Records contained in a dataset
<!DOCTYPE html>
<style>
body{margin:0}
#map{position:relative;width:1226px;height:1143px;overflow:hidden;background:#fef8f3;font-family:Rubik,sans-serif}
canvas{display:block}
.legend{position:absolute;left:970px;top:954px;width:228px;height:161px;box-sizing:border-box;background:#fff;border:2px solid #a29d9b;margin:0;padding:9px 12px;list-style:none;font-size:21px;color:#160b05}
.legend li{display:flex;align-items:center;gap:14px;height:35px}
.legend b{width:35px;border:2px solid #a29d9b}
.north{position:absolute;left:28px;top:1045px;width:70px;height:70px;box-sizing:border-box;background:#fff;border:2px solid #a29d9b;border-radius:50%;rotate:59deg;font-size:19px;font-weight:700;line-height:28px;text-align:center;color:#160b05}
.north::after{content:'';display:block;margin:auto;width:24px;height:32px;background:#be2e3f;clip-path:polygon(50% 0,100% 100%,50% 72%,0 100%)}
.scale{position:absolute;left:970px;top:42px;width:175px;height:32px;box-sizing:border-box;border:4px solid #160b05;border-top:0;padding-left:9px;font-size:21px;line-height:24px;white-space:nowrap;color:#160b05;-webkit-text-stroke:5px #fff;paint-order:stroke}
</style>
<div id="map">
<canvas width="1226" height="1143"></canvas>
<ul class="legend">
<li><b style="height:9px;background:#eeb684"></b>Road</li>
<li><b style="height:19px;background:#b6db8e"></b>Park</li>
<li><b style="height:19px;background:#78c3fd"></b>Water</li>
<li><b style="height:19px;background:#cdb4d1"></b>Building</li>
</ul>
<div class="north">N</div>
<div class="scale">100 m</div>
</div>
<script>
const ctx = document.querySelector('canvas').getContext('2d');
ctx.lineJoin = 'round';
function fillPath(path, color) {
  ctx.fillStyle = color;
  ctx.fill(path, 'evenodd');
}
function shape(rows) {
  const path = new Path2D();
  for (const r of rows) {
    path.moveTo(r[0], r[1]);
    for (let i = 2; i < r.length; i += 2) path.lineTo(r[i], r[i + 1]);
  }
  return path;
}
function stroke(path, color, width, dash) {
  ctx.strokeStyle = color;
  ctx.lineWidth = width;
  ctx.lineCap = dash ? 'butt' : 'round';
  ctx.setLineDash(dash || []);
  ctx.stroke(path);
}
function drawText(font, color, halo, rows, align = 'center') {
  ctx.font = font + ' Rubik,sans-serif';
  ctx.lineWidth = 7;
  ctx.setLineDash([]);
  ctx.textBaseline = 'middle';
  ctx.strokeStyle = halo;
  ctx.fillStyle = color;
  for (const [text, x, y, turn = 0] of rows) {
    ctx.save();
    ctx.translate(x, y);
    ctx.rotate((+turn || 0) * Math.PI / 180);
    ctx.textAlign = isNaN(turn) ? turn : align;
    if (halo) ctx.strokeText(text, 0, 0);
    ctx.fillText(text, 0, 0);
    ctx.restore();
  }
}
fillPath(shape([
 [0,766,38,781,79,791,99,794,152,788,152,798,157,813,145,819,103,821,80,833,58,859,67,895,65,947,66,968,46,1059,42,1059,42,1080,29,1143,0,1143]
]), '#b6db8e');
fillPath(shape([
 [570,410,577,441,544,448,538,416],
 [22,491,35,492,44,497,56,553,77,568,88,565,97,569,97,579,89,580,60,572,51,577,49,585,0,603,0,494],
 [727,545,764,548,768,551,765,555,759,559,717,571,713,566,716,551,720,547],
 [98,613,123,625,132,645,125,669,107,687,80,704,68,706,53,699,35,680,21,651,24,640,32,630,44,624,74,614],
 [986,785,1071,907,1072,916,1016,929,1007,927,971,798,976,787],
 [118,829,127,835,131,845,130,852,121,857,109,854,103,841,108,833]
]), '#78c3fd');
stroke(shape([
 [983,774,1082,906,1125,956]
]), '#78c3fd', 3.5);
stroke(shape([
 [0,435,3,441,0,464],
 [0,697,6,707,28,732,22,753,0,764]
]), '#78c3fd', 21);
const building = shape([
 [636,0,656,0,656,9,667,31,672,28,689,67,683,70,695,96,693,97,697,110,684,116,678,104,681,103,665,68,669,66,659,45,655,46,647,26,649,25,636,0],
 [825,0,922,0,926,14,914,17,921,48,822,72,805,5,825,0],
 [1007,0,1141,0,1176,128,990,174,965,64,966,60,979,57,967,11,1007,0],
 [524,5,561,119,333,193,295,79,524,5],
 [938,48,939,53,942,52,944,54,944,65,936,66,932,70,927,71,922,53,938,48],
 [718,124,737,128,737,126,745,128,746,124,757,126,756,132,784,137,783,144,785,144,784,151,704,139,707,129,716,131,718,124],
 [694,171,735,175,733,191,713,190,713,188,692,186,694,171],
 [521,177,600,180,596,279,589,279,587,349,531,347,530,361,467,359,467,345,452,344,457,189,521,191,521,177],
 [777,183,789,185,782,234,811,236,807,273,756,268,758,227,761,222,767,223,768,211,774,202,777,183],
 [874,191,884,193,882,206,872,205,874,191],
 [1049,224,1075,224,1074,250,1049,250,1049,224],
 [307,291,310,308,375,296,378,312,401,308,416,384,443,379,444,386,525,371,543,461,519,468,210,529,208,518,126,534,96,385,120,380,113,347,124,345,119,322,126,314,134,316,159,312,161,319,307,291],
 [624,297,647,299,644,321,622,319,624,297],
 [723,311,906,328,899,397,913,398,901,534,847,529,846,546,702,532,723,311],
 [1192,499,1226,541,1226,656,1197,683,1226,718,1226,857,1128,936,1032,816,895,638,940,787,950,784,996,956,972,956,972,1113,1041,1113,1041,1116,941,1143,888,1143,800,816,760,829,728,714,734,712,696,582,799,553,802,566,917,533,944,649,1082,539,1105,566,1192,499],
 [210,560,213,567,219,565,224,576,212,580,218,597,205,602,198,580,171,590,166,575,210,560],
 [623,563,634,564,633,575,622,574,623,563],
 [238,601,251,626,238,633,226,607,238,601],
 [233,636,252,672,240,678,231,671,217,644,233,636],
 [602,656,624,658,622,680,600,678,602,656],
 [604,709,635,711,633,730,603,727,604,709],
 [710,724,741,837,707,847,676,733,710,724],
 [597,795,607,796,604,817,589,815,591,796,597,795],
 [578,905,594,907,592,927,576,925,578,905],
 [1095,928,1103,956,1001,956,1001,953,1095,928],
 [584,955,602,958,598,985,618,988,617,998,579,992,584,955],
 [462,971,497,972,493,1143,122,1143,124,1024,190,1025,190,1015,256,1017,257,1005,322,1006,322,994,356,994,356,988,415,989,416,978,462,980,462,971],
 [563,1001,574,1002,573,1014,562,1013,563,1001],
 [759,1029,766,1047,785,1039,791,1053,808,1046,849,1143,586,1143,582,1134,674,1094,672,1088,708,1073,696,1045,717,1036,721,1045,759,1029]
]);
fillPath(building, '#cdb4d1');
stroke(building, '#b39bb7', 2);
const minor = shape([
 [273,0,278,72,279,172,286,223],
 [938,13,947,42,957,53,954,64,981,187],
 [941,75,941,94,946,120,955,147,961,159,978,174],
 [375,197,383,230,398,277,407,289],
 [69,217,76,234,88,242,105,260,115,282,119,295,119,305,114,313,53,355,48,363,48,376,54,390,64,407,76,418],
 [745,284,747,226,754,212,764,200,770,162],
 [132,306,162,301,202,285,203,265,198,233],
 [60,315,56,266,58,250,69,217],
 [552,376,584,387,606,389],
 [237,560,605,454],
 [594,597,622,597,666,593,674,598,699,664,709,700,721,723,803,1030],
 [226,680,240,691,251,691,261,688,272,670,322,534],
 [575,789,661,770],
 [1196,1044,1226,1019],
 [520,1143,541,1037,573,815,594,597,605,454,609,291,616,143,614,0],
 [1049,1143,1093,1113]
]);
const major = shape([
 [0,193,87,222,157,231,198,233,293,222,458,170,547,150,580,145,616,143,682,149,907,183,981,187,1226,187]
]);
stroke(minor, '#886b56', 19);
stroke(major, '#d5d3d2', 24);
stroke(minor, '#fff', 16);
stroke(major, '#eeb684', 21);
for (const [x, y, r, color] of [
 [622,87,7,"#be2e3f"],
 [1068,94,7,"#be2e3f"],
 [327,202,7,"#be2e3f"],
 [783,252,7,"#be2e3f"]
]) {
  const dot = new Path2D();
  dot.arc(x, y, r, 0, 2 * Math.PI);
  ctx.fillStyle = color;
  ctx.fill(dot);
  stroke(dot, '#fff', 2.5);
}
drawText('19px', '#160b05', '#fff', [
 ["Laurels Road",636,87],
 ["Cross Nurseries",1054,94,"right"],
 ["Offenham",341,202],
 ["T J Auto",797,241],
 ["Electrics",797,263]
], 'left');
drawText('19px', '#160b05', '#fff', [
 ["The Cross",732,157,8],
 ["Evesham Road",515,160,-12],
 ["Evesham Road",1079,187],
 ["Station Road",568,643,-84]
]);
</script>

WHAT THE EXERCISE ASKS :: From the entries above, list each line with "canvas" in it.

RESULT OF THE TASK ::
canvas{display:block}
<canvas width="1226" height="1143"></canvas>
const ctx = document.querySelector('canvas').getContext('2d');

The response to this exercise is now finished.